This is motivated by the following naive question: suppose we have a nice subset $X$ of some Euclidean space and a nice $\mathbb{R}$-valued function $f$ on this subset, say a polynomial. Is it possible to deduce the value of the integral of $f$ along $X$ with respect to the Lebesgue measure from the integrals of $f$ along sets of arbitrarily small Hausdorff dimension? One way to make this precise is as follows.
Let $A_t,0< t\leq 1$ be the subset of $[0,1]$ obtained from $[0,1]$ by first removing the middle $1-t$ part, then removing the middle $1-t$ parts of the resulting two segments, then removing the middle $1-t$ parts of the resulting four segments and so on. (The middle $1-t$ part of a segment $[a,b]$ is the segment of length $(1-t)(b-a)$ with center $\frac{b-a}{2}$.) Here are some remarks:
If $t=\frac{2}{3}$, then $A_t$ is the Cantor middle third set.
The Hausdorff dimension of $A_t$ is $\frac{\ln 2}{\ln 2-\ln t}$.

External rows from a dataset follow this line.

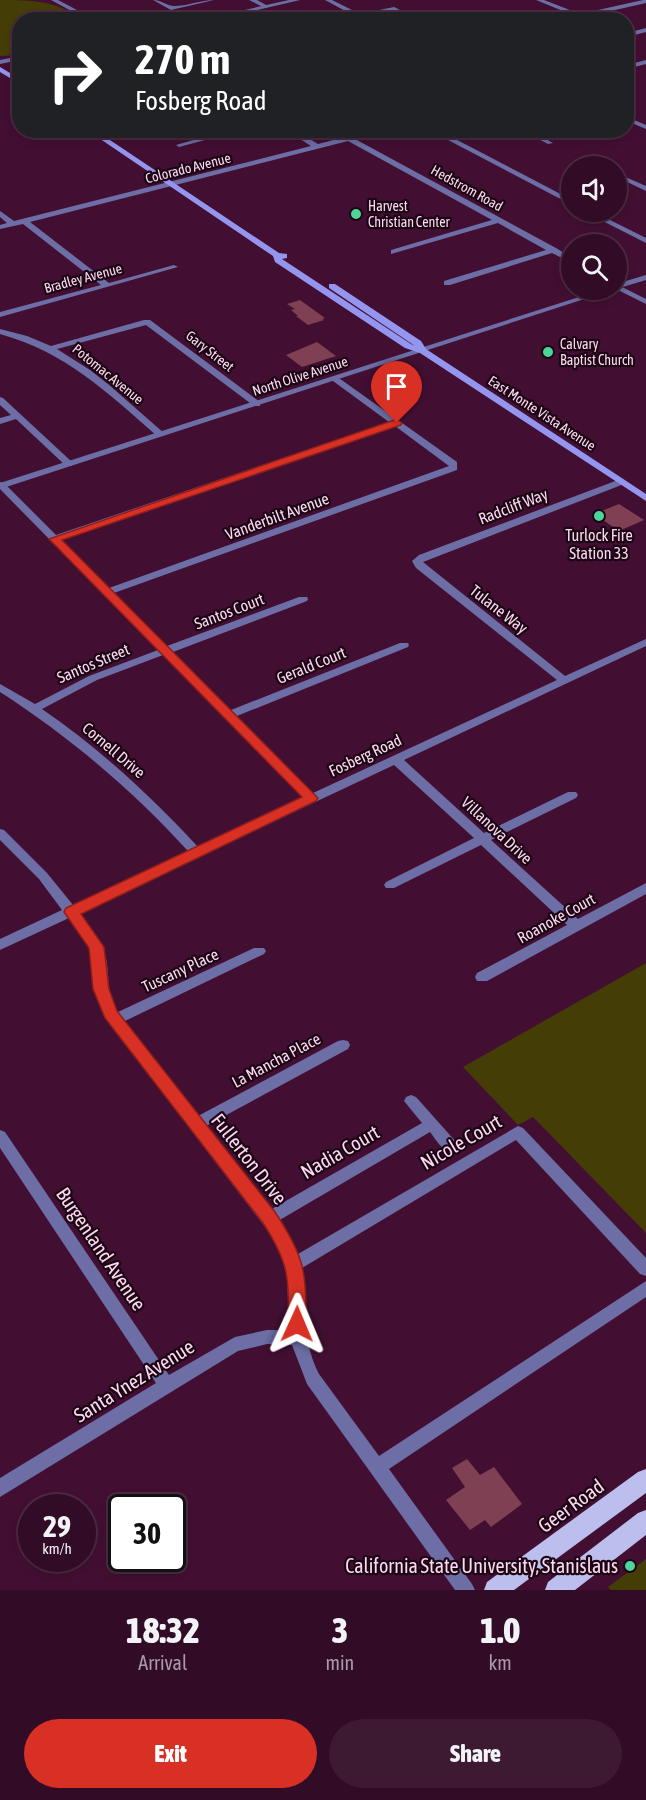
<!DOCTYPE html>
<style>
:root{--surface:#320b26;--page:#3d1932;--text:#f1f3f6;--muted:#a89ba7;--line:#4d2b43;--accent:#d93025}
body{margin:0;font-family:"Asap Condensed",sans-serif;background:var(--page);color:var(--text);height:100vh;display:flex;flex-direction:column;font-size:22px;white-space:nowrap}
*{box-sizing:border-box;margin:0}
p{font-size:20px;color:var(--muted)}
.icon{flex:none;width:33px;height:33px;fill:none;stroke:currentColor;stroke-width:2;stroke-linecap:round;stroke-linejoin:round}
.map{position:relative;height:1590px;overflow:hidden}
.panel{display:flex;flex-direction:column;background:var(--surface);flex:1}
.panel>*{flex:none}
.guide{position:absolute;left:12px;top:12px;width:622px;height:126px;border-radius:24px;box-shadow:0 3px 9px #0003,0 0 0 2px var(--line);background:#202124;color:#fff;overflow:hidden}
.tools{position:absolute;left:561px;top:156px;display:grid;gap:12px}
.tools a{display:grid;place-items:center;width:66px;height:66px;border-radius:50%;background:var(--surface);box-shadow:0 3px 9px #0003,0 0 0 2px var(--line);font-size:30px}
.speed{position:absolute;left:18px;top:1494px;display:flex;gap:12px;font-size:30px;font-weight:700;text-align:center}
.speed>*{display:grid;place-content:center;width:78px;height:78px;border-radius:50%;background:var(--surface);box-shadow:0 3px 9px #0003,0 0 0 2px var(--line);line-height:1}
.speed small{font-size:15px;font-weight:400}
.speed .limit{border:3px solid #111;border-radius:9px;background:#fff;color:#111}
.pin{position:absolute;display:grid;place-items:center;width:51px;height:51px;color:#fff;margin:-62px -26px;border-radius:50% 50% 50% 0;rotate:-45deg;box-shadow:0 0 6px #0007}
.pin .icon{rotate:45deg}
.me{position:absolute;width:66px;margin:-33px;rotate:1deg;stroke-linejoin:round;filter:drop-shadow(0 0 4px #0008)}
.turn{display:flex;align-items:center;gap:21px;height:126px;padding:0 24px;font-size:27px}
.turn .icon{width:78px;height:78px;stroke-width:2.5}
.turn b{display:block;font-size:42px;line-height:51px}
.eta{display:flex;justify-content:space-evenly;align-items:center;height:102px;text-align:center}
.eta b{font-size:36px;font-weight:800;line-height:42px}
.button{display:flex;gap:12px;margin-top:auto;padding:12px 24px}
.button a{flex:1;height:69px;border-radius:36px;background:var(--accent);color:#fff;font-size:24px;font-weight:800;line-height:69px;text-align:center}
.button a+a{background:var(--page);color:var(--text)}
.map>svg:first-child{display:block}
</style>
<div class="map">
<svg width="646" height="1590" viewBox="0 0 646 1590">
<rect width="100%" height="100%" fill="#420f32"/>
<!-- green -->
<g fill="#443d06">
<path d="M0 0C36 0 53 1 85 19L20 20 19 55 0 56Z"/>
<path d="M646 963V1233L533 1117 518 1125 463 1067Z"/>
<path d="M646 1559V1590H611L608 1587Z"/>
</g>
<!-- building -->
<g fill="#7f4053">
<path d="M300 300 325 318 322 319 324 320 308 325 296 316H298L291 310 295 309 287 304Z"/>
<path d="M317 342 336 356 302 367 286 355Z"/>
<path d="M619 504 644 520 619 531 594 514Z"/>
<path d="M467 1459 480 1475 494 1467 522 1504 491 1527 485 1520 470 1530 446 1500 465 1487 452 1468Z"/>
</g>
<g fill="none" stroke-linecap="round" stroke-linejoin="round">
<!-- minor -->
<g fill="#6c6ea5" fill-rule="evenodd">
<path d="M51 0H58L96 20H88Z"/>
<path d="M153 0C161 0 166 5 173 6 183 7 201 0 214 0L171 10Z"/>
<path d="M249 0H257L268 6 263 7Z"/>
<path d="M325 0H332L360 14 394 7 420 20H411L393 11 365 17 370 20H362Z"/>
<path d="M536 0H544L580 14 643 0H646V3L580 18Z"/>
<path d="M646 28V32L627 37V33Z"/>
<path d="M646 60V64L627 69V65Z"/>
<path d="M627 117 646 125V129L627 121Z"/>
<path d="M229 130H242L179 147 176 145Z"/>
<path d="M286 130H295L318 144 372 130H385L355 139 556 248 572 258V263L552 253 450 285H444V281L546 250 498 223 391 254V250L492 220 348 141 30 222 109 283 174 265 178 267 0 317V312L101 285 23 224 0 229V225L7 223 0 217V211L14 221 311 146Z"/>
<path d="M429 130H438L572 200V205Z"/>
<path d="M521 130H530L553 143 548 144Z"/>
<path d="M623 176 646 186V191L621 179V177Z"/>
<path d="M585 212H594L646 238V243Z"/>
<path d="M616 284 646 299V304L616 289Z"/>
<path d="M144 320H150L260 402V406H254L146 325 57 349 90 370 108 384 165 434 163 436H157C107 392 65 352 0 334V329L27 336 51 346Z"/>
<path d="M336 376 457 462V470L114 593 167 646 299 597H307L308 599 307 601 173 652 231 710 400 643H408L409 645 408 647 237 716 313 793 557 680 416 568 412 561 419 555 618 480H624V484L423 562 565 676 646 639V646L404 760 484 833 568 792H576L578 795 576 798 491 840 578 919 646 883V894L487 981H477L475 977 477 973 567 925 481 845 394 888H386L384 885 386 882 474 838 394 765 79 913C90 927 103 940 106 958 110 980 106 991 118 1012L254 948H264L266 951 264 954 125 1021 198 1116 338 1041 343 1040 348 1041 350 1045 348 1049 206 1126 270 1210 422 1123 404 1101 406 1097 411 1095 416 1097 457 1143 459 1147 457 1151C445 1156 437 1141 430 1132L278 1221 288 1234 298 1254 518 1126 523 1128 646 1258V1276L640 1274 516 1140 302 1268C310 1306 299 1335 319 1374L379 1456 646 1281V1297L389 1469 472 1584 475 1590H455L307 1384 292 1345 267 1344 238 1351 0 1497V1478L156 1383 0 1148V1130L5 1132 169 1375 235 1337 267 1330H289L287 1273 278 1244 110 1024 94 989 92 957 88 944 69 918 0 950V939L62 910 39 879 0 840V829L4 830 47 873 73 905 188 851C132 790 70 737 0 692V684L35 704 89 676 158 650 0 489V482L4 483 56 535 389 422 333 381 332 379ZM395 426 449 466 109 588 61 540ZM163 655 304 798 198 847C151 796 100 749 42 709L97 680Z"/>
<path d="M0 397 3 398 72 462V466H66L16 419 0 424V418L11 415 0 405Z"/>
</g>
<!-- tertiary -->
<g fill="#6c6ea5" fill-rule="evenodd">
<path d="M289 0H300L214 20H200Z"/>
<path d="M20 56V60L0 64V60Z"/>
<path d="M646 275V280L616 289V284Z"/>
<path d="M601 290H612L0 489V483Z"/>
</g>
<!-- secondary -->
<g fill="#9495ef" fill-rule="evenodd">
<path d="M0 67 20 79V84L0 72Z"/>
<path d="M87 130H95L279 253 287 254V258L282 259 411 344 415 346 329 288V284H335L421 341 426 349 646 494V501L420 353 405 348 275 262 273 256Z"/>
</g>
<!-- primary -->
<g fill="#bcbfed" fill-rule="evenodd">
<path d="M646 1469V1493L514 1590H484L487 1582 638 1472Z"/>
<path d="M646 1510V1535L575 1590H545L548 1582 638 1513Z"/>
</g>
</g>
<!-- route -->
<path fill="#d93025" stroke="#8d1f18" stroke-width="1.5" d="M397 419 402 423 401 425 62 540 318 798 316 801 81 914 104 947 109 989 117 1011 275 1212C304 1256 307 1272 306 1324L303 1330 297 1332 290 1330 288 1324C289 1277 289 1263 263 1223L105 1018 93 989 89 948 64 912 66 908 302 797 49 539Z"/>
<!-- markers -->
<g fill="#4cd49b" stroke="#1c0615" stroke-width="2">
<circle cx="356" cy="214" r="6"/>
<circle cx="548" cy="352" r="6"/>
<circle cx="599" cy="516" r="6"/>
<circle cx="630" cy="1566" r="6"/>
</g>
<g text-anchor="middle" stroke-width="4.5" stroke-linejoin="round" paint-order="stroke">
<!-- far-street labels -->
<g font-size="14" fill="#fbdaee" stroke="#1c0615">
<text transform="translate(188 168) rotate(-14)" y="5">Colorado Avenue</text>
<text transform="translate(467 188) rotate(29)" y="5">Hedstrom Road</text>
<text transform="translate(83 278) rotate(-15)" y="5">Bradley Avenue</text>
<text transform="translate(210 351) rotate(38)" y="5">Gary Street</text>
<text transform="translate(108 374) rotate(39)" y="5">Potomac Avenue</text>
<text transform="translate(300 376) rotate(-18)" y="5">North Olive Avenue</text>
<text transform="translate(542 413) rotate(33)" y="5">East Monte Vista Avenue</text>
</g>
<!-- far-poi labels -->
<g font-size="14" fill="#fbdaee" stroke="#1c0615" text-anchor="start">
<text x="368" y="211">Harvest<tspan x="368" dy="16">Christian Center</tspan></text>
<text x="560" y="349">Calvary<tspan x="560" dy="16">Baptist Church</tspan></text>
</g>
<!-- street labels -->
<g font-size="16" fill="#fbdaee" stroke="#1c0615">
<text transform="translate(513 506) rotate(-21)" y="6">Radcliff Way</text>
<text transform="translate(277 516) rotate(-20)" y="6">Vanderbilt Avenue</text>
<text transform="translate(499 609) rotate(38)" y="6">Tulane Way</text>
<text transform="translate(229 611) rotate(-21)" y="6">Santos Court</text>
<text transform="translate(93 663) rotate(-23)" y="6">Santos Street</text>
<text transform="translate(311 665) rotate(-22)" y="6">Gerald Court</text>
<text transform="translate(114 750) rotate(40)" y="6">Cornell Drive</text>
<text transform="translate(365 755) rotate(-25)" y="6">Fosberg Road</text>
<text transform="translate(497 830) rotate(43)" y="6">Villanova Drive</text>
<text transform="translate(556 918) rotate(-29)" y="6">Roanoke Court</text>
<text transform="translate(180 970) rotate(-25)" y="6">Tuscany Place</text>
<text transform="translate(276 1060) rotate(-28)" y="6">La Mancha Place</text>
</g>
<!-- poi labels -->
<g font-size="16" fill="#fbdaee" stroke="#1c0615">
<text x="599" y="541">Turlock Fire<tspan x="599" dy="18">Station 33</tspan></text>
</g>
<!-- near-street labels -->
<g font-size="20" fill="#fbdaee" stroke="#1c0615">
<text transform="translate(461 1142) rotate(-30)" y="7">Nicole Court</text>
<text transform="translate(340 1152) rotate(-30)" y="7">Nadia Court</text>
<text transform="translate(249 1159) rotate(52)" y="7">Fullerton Drive</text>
<text transform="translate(101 1249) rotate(56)" y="7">Burgenland Avenue</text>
<text transform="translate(134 1381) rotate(-32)" y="7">Santa Ynez Avenue</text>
<text transform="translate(571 1506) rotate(-36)" y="7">Geer Road</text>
</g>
<!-- near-poi labels -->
<g font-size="20" fill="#fbdaee" stroke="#1c0615" text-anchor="end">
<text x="618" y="1573">California State University, Stanislaus</text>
</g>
</g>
</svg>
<div class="tools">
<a><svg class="icon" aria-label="sound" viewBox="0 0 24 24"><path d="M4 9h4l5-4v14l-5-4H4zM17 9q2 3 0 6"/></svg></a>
<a><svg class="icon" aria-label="search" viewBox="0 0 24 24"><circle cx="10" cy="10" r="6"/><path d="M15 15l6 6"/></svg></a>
</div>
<div class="speed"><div>29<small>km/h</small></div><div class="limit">30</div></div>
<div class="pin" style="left:397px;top:423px;background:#d93025"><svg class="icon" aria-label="arrive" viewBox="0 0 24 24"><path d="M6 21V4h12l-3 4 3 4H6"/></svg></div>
<svg class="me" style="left:297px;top:1324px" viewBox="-20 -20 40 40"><path d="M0-17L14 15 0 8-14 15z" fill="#d93025" stroke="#fff" stroke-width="4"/></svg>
<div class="guide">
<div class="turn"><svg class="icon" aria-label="right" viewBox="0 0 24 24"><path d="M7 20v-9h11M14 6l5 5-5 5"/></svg><div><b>270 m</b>Fosberg Road</div></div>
</div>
</div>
<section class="panel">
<div class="eta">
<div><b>18:32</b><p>Arrival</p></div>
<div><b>3</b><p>min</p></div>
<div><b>1.0</b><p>km</p></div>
</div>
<div class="button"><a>Exit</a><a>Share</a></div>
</section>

Now let $f:[0,1]\to\mathbb{R}$ be some ``nice'' function. Set $g(t)$ to be the average of $f$ over $A_t$. (Recall that if $A$ is a compact metric space and $f:A\to\mathbb{R}$ is continuous, then the average of $f$ over $A$ is the limit as $i\to \infty$ of the averages of $f$ over $A_i$ where $(A_i)$ is a sequence of finite sets that converges to $A$ in the Hausdorff metric.)
Is it possible to explicitly compute $g(t)$, say when $f(x)=x^n$ with $n$ a positive integer? If not, what can one say about this function? Is it analytic in $t$? If so, does it extend analytically to $\mathbb{C}\setminus (-\infty,0]$?